Available data –
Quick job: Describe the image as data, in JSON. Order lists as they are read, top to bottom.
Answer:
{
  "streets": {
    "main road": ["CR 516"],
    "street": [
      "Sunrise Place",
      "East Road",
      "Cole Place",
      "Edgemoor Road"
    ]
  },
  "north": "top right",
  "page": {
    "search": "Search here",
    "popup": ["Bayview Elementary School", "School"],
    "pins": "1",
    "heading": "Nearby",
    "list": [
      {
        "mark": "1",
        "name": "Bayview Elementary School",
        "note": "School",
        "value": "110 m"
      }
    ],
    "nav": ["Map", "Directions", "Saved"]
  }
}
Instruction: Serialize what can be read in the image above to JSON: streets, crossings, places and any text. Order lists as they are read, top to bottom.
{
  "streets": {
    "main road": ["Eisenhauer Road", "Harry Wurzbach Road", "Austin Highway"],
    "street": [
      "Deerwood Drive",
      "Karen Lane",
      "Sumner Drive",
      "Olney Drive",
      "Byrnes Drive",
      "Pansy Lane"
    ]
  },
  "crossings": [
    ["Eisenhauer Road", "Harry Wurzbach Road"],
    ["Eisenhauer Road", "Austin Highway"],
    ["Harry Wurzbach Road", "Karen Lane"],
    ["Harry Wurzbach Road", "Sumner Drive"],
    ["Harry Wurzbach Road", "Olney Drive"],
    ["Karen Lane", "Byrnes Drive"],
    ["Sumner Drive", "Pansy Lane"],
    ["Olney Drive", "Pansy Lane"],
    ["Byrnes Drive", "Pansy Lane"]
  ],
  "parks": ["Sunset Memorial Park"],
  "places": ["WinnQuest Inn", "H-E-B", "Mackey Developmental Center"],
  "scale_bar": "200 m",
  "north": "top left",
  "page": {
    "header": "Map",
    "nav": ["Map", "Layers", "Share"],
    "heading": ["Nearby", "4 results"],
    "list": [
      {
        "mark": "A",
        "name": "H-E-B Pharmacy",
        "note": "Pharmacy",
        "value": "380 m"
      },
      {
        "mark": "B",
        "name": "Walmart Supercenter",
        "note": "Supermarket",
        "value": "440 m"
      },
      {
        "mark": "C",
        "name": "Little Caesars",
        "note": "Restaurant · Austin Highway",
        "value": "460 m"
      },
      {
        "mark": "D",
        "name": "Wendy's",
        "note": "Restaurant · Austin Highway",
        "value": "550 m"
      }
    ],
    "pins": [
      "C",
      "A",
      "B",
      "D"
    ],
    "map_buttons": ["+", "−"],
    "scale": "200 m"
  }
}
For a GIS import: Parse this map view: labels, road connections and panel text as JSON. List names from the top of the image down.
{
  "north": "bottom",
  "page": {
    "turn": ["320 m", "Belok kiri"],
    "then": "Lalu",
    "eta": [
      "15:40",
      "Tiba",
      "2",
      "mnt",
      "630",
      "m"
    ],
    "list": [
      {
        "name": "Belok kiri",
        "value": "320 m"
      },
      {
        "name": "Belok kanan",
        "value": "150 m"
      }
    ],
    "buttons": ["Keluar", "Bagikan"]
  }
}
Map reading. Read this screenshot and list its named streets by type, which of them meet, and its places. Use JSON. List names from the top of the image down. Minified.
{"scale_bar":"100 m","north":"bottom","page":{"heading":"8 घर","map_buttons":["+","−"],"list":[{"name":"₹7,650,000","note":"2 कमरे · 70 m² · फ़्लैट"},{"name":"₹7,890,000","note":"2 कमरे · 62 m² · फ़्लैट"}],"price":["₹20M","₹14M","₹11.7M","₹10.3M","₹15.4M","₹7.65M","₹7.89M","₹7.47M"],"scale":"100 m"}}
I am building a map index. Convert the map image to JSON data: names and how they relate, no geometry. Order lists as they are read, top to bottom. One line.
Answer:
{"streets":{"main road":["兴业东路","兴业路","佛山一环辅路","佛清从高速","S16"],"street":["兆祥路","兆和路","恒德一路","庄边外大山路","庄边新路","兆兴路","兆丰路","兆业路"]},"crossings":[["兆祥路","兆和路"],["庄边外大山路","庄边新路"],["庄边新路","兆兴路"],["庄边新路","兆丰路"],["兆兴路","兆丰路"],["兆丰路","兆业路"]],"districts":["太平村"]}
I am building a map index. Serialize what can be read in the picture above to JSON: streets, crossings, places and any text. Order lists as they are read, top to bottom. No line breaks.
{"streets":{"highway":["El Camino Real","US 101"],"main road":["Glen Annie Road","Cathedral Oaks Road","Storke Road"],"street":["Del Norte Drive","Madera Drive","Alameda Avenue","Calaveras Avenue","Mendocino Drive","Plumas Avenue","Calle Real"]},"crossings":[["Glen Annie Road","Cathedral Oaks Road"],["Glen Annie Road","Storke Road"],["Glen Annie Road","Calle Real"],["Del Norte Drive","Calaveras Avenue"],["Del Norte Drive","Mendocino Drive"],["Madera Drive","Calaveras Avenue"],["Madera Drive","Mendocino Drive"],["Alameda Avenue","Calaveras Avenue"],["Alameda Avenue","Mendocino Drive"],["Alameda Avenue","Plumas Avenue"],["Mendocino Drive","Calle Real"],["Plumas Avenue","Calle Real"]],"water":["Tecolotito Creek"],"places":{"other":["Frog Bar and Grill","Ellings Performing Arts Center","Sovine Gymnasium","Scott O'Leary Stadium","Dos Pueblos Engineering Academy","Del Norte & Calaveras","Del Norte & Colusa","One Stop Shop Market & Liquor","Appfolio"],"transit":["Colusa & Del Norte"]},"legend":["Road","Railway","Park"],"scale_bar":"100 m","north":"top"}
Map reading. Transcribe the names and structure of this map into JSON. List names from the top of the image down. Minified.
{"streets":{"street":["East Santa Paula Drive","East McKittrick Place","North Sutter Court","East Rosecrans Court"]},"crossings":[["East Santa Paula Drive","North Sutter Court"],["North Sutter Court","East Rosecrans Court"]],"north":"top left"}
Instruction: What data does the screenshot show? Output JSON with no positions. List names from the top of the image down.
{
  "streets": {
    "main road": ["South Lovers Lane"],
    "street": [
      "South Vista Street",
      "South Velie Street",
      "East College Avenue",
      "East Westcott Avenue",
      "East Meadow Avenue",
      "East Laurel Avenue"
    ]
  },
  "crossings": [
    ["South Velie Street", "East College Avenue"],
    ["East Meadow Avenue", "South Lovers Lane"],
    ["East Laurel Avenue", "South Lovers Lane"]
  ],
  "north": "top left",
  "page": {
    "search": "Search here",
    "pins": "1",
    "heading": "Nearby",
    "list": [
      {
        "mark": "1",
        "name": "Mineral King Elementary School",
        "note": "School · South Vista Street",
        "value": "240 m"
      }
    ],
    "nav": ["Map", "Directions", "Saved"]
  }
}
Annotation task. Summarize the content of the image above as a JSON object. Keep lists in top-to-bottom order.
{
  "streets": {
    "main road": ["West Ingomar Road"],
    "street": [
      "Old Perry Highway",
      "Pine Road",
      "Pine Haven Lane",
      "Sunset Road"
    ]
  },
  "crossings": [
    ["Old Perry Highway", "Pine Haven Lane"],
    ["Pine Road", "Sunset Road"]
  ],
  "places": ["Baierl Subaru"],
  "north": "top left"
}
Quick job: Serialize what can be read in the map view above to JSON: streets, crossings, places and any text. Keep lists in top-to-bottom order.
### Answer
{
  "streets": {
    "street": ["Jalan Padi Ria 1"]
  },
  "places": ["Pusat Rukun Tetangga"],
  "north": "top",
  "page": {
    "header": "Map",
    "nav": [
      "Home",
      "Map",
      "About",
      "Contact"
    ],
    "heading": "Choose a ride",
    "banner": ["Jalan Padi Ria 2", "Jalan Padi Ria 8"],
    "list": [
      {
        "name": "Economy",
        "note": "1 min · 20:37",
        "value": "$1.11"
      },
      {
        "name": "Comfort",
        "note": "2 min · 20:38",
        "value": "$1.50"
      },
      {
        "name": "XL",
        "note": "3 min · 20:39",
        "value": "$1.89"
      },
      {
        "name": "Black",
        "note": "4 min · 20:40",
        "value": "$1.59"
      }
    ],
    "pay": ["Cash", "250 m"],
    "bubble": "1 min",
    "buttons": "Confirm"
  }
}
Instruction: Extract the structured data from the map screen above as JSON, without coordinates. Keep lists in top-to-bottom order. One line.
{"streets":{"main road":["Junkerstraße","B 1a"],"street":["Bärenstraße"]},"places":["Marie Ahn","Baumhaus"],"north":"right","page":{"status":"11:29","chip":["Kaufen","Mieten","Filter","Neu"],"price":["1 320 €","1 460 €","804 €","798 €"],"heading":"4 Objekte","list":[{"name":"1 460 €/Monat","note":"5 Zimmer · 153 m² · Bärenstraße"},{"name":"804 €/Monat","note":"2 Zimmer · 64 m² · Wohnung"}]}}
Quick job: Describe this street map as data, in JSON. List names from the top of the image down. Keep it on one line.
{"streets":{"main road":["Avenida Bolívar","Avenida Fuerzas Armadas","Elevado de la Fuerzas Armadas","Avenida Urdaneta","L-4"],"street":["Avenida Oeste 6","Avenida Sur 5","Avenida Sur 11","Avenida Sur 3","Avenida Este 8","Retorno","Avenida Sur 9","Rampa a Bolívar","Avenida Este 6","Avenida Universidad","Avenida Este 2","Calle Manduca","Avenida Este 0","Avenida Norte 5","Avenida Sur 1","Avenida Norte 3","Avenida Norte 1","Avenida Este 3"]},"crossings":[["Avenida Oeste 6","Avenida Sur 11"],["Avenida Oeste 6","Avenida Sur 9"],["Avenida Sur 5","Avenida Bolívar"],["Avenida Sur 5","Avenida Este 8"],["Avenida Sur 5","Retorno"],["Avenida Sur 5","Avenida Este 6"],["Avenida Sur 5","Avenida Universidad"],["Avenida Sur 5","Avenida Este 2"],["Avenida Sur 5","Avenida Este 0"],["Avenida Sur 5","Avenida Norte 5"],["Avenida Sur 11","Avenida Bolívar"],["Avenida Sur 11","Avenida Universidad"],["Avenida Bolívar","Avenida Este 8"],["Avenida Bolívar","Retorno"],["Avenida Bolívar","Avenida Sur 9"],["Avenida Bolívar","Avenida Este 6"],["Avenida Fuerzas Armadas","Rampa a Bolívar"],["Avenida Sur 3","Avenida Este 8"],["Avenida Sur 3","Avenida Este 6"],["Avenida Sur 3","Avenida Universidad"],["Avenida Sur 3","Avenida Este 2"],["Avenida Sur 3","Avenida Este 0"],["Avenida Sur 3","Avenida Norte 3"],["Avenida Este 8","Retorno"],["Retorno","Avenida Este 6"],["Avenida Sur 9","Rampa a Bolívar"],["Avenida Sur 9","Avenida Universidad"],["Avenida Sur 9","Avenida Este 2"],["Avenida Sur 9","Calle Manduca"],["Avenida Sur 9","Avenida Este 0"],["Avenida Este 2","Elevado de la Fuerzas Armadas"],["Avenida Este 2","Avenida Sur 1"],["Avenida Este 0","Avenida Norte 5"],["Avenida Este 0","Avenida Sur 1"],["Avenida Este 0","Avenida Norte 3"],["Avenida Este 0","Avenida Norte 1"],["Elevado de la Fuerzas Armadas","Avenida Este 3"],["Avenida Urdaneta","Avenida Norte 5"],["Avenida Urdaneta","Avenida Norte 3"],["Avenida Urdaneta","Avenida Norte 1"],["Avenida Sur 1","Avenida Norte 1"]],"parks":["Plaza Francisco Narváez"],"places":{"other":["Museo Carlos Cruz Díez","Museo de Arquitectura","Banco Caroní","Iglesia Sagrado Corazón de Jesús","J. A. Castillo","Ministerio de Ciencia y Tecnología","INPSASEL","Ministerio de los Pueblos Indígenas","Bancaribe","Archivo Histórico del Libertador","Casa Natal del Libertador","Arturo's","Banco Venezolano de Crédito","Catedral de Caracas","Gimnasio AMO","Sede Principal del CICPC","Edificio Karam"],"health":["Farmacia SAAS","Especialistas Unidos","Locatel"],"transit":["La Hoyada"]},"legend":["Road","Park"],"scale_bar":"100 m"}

What you have to do –
Would you retype the lines above from the one with "Annotation task. Summarize" down to the one with "Quick job: Serialize", word for word, both ends included and no other lines?

Answer area –
Annotation task. Summarize the content of the image above as a JSON object. Keep lists in top-to-bottom order.
{
  "streets": {
    "main road": ["West Ingomar Road"],
    "street": [
      "Old Perry Highway",
      "Pine Road",
      "Pine Haven Lane",
      "Sunset Road"
    ]
  },
  "crossings": [
    ["Old Perry Highway", "Pine Haven Lane"],
    ["Pine Road", "Sunset Road"]
  ],
  "places": ["Baierl Subaru"],
  "north": "top left"
}
Quick job: Serialize what can be read in the map view above to JSON: streets, crossings, places and any text. Keep lists in top-to-bottom order.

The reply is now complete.